For decades, the primary lens for understanding Beijing’s machinations was the interplay between competing factions. During the Jiang Zemin and Hu Jintao eras, purges often adhered to an unwritten code, primarily targeting rivals while generally respecting the tacit immunity of top elites to maintain a delicate balance of power. That was an age of oligarchy, where political control relied on private compromise and backroom negotiation.
That old paradigm is now dead. The “Shanghai Gang” is a memory, the Communist Youth League faction has been decimated, and the “Princelings” have withered away. The Chinese Communist Party’s (CCP) senior ranks are now overwhelmingly dominated by “Xi’s Army.” Today’s purges are no longer about merely eliminating opponents; they are about a show of power.
This transformation reveals the core logic of the new court: Under absolute rule, there are no allies, only servants.

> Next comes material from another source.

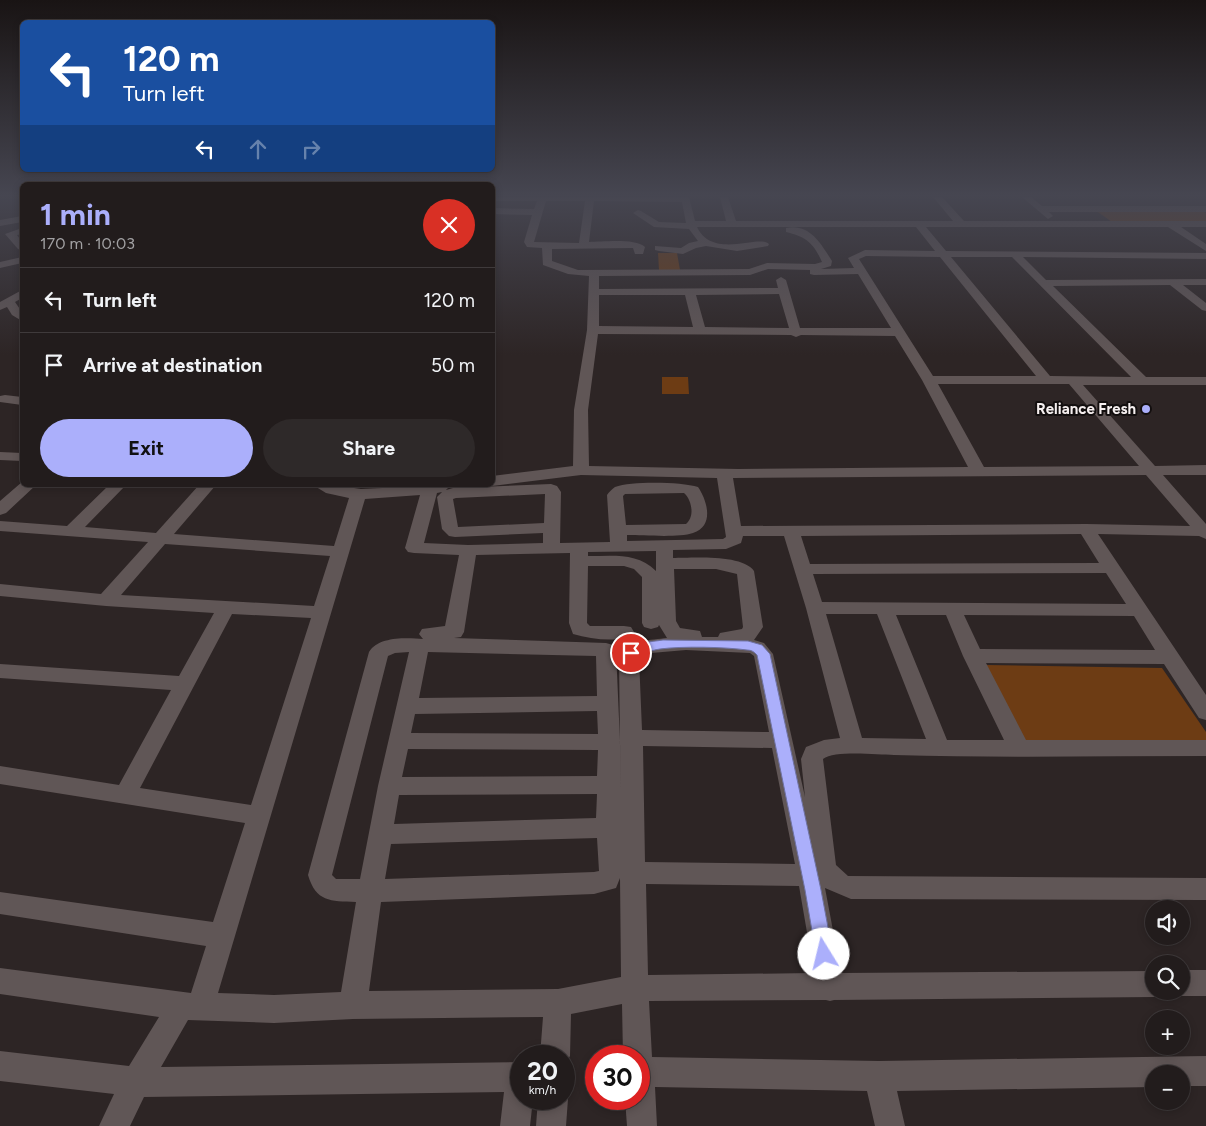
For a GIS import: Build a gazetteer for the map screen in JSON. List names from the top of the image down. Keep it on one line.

It is an axiom of authoritarian politics that once a dictator eliminates external rivals, the gravest danger invariably emerges from the inner circle. For Xi, any subordinate commanding an independent power base or wielding extensive local resources — even if outwardly loyal — represents an intolerable threat. By purging seemingly unassailable lieutenants, Xi broadcasts a chilling ultimatum: No one is beyond his reach.
By deliberately fostering internal discord and atomizing his subordinates, Xi engineers unpredictability to cement his status as the sole arbiter of power, trapping every official in a state of existential dread and absolute obeisance. Hardly a modern invention, such a ruling strategy represents a chilling return to the machinations of dynastic court politics — one that draws directly from the Maoist playbook.
In the early years of the People’s Republic, Mao Zedong famously used Gao Gang, an early leader of the CCP, to curb chairman Liu Shaoqi’s rising influence, allowing Gao — who imagined himself the Chairman’s favored blade — to aggressively target Liu’s factional network. Yet, when Liu mounted a counteroffensive exposing Gao’s political ambitions, Mao unhesitatingly discarded his instrument as the head of an “anti-Party clique.” The victor’s reprieve, however, was merely a stay of execution: Liu would eventually be consumed by the same machinery of the purge once Mao decided that Liu, too, represented an intolerable threat.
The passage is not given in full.